- _What you have to do_: Examine each line of the data. Copy those that contain the string "strokePath".

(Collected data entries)

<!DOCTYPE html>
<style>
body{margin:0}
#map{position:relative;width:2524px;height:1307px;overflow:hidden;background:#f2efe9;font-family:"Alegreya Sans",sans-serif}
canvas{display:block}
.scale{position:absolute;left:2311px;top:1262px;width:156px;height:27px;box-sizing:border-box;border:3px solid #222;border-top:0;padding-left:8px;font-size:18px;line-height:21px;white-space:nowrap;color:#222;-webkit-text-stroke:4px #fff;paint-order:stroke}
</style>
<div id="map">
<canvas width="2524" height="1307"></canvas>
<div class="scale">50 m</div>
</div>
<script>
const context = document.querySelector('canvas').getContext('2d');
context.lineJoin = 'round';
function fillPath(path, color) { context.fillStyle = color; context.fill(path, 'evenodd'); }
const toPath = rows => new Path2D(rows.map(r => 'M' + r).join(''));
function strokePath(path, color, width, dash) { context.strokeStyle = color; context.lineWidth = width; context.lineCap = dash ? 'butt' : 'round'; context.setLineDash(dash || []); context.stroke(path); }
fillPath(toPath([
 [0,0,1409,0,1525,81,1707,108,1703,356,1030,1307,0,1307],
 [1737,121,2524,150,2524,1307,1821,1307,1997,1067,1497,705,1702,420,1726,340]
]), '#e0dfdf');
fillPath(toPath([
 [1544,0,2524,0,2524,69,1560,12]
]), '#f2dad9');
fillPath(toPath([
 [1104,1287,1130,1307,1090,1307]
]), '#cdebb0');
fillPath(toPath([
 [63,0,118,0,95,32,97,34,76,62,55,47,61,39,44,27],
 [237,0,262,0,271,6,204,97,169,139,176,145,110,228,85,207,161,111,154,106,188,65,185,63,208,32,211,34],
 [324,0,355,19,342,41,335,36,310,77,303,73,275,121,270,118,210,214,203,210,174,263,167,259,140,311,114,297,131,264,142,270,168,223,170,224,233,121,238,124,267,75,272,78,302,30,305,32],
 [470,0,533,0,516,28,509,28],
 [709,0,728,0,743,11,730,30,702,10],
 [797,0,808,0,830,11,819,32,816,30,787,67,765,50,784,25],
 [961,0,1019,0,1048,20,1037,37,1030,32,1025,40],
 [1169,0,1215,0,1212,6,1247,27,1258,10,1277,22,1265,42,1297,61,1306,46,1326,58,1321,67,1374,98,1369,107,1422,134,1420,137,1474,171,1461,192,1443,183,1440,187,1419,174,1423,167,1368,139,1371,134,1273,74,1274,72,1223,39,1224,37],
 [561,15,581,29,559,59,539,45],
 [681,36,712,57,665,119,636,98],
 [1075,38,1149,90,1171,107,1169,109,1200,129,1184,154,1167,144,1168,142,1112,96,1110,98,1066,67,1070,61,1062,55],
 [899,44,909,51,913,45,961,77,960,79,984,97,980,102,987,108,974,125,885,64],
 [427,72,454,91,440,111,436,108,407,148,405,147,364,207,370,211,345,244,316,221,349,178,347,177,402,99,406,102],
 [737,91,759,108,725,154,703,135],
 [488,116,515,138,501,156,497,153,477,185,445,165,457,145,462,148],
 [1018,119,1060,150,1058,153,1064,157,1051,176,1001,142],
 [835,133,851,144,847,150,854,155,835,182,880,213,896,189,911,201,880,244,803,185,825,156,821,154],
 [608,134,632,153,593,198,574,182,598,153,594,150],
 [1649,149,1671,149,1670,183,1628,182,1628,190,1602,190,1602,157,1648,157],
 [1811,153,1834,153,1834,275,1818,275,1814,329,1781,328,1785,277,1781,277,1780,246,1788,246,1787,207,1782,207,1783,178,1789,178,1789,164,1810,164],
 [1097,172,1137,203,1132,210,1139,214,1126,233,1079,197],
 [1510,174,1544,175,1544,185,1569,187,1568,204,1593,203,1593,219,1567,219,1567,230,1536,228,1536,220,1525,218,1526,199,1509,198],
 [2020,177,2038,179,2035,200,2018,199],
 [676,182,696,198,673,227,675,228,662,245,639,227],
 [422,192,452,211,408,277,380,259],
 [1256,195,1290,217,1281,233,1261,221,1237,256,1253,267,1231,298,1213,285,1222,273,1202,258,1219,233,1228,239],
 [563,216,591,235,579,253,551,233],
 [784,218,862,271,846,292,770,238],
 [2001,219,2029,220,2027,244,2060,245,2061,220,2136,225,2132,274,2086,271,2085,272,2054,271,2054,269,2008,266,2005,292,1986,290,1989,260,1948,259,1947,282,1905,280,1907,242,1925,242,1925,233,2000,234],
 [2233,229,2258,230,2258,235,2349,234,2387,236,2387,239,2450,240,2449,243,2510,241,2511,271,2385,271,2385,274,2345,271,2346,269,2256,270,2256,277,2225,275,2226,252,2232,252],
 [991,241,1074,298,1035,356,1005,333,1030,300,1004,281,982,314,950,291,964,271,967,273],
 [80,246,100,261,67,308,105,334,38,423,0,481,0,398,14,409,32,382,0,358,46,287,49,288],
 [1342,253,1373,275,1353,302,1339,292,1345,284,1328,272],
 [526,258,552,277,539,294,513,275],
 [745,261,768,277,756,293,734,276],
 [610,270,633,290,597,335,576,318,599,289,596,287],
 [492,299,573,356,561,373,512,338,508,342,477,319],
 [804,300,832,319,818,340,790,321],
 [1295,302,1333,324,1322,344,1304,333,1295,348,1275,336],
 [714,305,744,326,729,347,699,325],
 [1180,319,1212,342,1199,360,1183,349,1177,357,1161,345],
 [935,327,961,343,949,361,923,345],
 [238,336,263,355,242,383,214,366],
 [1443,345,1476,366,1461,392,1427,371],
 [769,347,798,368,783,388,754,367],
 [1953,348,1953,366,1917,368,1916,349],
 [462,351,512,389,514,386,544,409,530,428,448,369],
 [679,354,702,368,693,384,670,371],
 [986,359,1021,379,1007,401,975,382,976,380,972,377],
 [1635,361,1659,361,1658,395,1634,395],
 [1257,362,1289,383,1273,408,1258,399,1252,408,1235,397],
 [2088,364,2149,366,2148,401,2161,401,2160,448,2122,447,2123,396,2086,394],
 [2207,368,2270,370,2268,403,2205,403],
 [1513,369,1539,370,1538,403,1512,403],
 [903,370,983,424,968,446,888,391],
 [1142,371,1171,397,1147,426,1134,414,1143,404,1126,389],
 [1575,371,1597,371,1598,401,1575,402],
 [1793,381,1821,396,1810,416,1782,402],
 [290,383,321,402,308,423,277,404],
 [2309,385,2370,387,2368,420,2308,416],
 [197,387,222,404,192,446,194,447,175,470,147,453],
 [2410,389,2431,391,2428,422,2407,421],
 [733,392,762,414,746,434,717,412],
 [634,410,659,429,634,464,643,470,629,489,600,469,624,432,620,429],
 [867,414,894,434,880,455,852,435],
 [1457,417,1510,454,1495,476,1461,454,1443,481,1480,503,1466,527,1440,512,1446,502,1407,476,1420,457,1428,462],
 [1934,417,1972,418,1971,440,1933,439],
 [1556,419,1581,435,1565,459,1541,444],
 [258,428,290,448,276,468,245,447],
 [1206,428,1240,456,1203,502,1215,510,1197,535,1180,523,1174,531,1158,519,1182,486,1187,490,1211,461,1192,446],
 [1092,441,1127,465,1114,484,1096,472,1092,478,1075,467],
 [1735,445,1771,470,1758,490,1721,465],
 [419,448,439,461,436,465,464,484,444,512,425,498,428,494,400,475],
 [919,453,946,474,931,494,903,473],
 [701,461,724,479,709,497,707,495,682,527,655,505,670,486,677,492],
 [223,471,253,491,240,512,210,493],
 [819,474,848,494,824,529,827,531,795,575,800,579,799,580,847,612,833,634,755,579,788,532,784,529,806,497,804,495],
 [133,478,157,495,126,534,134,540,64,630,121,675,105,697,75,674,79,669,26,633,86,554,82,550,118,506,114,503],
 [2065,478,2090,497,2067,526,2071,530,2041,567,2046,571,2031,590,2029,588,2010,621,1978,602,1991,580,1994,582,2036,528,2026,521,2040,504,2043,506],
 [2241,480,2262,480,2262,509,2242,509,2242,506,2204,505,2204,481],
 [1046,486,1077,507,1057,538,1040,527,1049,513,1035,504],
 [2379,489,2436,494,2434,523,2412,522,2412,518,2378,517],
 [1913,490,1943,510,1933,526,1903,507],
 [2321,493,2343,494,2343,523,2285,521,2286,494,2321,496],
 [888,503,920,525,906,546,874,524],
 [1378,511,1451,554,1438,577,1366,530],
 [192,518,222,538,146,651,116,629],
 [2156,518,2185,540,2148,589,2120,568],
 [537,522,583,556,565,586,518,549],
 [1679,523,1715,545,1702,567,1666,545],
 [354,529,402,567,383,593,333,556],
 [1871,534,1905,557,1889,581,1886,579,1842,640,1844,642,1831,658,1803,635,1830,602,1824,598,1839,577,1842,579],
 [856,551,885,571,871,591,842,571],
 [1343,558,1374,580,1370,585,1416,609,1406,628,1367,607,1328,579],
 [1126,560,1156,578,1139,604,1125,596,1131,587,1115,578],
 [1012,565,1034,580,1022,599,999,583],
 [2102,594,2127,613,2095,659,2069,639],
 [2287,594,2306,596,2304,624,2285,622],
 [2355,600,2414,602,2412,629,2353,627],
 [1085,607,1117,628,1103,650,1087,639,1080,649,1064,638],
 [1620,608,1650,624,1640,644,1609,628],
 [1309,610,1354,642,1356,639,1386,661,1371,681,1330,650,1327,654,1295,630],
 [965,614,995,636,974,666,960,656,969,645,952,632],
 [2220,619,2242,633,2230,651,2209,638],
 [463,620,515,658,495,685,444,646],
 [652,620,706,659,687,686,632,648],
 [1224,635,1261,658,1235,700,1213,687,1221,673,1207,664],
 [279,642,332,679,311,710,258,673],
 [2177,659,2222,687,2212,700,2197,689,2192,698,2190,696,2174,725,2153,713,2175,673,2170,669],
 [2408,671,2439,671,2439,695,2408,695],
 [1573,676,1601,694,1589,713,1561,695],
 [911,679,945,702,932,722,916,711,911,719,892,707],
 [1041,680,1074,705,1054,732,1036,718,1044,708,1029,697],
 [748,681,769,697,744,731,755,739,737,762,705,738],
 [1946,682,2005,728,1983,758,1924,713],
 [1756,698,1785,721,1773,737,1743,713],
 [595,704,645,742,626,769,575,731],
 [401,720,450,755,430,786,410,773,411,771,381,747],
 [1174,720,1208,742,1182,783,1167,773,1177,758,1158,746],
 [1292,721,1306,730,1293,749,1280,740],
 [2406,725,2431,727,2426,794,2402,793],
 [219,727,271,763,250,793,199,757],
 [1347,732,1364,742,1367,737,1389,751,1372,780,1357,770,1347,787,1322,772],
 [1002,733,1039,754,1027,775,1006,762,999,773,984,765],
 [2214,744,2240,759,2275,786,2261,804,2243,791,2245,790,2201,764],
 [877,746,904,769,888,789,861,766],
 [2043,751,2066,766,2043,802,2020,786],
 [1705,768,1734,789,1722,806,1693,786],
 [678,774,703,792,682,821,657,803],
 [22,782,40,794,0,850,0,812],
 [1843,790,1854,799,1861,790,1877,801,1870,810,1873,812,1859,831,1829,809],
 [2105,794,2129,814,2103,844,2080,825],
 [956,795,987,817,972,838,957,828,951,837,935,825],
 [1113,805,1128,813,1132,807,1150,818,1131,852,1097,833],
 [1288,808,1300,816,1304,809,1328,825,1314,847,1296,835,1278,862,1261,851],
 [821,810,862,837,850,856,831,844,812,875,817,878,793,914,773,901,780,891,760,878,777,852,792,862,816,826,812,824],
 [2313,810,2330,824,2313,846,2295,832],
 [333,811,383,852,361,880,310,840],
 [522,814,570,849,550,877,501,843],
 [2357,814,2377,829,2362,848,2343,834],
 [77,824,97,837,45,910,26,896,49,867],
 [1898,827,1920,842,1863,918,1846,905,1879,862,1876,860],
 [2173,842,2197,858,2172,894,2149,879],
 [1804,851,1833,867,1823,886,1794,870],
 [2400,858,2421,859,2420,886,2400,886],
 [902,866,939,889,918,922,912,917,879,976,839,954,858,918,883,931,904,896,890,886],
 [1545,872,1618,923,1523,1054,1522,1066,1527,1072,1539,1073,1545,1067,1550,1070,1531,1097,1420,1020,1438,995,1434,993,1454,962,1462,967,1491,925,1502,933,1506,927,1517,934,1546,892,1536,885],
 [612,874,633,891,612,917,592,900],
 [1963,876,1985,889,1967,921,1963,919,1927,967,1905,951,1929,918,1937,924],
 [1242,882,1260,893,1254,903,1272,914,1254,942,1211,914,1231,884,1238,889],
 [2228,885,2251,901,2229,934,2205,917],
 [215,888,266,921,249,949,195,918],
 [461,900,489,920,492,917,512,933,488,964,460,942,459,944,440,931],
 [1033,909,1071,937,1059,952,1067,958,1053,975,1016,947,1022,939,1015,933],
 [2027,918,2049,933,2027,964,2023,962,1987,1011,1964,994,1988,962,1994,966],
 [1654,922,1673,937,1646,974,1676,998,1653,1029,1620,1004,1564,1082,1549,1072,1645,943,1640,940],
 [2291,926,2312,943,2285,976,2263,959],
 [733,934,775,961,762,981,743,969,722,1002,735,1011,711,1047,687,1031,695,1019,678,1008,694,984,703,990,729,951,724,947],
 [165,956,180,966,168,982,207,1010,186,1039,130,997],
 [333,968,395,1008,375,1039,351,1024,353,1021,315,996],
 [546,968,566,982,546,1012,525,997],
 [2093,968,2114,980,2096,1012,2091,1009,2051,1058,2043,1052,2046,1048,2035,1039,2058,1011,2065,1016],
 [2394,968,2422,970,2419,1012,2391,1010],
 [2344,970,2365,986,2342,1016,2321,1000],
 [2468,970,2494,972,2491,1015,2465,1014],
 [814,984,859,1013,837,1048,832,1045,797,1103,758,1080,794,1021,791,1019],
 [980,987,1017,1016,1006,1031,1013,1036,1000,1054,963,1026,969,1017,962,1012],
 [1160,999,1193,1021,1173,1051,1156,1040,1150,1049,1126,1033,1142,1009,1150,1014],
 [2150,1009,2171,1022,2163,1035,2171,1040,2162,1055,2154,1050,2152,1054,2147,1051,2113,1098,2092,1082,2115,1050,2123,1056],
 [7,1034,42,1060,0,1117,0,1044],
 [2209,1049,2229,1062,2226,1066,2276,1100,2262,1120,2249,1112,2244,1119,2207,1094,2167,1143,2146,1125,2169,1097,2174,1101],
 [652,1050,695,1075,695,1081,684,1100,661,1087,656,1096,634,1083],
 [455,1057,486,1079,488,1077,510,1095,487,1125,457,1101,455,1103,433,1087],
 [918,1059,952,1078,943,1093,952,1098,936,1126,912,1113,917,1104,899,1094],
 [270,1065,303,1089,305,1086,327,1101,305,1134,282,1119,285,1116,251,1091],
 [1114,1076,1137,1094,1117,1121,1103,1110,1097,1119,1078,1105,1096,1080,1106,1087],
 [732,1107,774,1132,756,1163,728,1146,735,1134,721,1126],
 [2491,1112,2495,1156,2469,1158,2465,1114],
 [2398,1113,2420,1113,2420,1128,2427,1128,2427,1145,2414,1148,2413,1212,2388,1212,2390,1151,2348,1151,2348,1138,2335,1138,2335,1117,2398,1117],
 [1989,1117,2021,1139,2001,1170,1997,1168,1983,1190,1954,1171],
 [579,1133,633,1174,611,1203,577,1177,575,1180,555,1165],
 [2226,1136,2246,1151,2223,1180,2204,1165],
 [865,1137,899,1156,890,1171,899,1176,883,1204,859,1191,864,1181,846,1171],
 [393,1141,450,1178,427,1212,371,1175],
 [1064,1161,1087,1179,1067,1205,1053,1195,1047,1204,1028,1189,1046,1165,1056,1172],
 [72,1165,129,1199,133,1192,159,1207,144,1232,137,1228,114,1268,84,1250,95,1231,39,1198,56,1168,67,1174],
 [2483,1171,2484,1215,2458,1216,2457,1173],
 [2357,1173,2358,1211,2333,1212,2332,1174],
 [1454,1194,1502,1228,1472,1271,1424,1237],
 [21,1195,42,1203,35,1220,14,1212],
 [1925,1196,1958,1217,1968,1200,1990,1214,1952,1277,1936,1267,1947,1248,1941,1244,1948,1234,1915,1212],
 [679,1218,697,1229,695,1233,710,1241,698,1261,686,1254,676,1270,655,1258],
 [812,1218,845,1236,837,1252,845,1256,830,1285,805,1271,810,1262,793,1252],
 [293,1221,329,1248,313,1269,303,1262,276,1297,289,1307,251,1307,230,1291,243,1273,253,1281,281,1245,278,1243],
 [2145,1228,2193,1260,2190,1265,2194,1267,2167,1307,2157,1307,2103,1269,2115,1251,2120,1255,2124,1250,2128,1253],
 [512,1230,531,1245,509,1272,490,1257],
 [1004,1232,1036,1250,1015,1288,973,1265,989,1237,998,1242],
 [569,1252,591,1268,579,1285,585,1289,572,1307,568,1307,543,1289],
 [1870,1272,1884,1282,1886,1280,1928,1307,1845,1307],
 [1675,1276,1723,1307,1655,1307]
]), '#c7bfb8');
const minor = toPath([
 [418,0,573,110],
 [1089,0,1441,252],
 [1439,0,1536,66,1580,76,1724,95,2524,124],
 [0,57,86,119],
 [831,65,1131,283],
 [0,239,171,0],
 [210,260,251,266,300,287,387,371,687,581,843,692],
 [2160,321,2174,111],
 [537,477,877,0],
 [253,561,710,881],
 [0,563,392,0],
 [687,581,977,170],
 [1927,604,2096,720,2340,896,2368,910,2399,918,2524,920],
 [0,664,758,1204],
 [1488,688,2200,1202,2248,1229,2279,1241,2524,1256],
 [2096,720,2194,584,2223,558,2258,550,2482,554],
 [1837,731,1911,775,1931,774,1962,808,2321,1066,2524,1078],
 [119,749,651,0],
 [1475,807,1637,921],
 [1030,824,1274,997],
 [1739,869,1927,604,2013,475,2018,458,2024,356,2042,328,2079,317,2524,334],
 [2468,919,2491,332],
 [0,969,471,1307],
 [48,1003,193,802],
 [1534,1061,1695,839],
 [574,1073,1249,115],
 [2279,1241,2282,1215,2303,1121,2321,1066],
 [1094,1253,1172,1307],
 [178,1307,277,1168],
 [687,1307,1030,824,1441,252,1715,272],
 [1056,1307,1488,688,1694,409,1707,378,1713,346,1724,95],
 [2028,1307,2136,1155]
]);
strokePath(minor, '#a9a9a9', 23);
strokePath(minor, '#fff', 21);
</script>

- _Completed exercise_:
function strokePath(path, color, width, dash) { context.strokeStyle = color; context.lineWidth = width; context.lineCap = dash ? 'butt' : 'round'; context.setLineDash(dash || []); context.stroke(path); }
strokePath(minor, '#a9a9a9', 23);
strokePath(minor, '#fff', 21);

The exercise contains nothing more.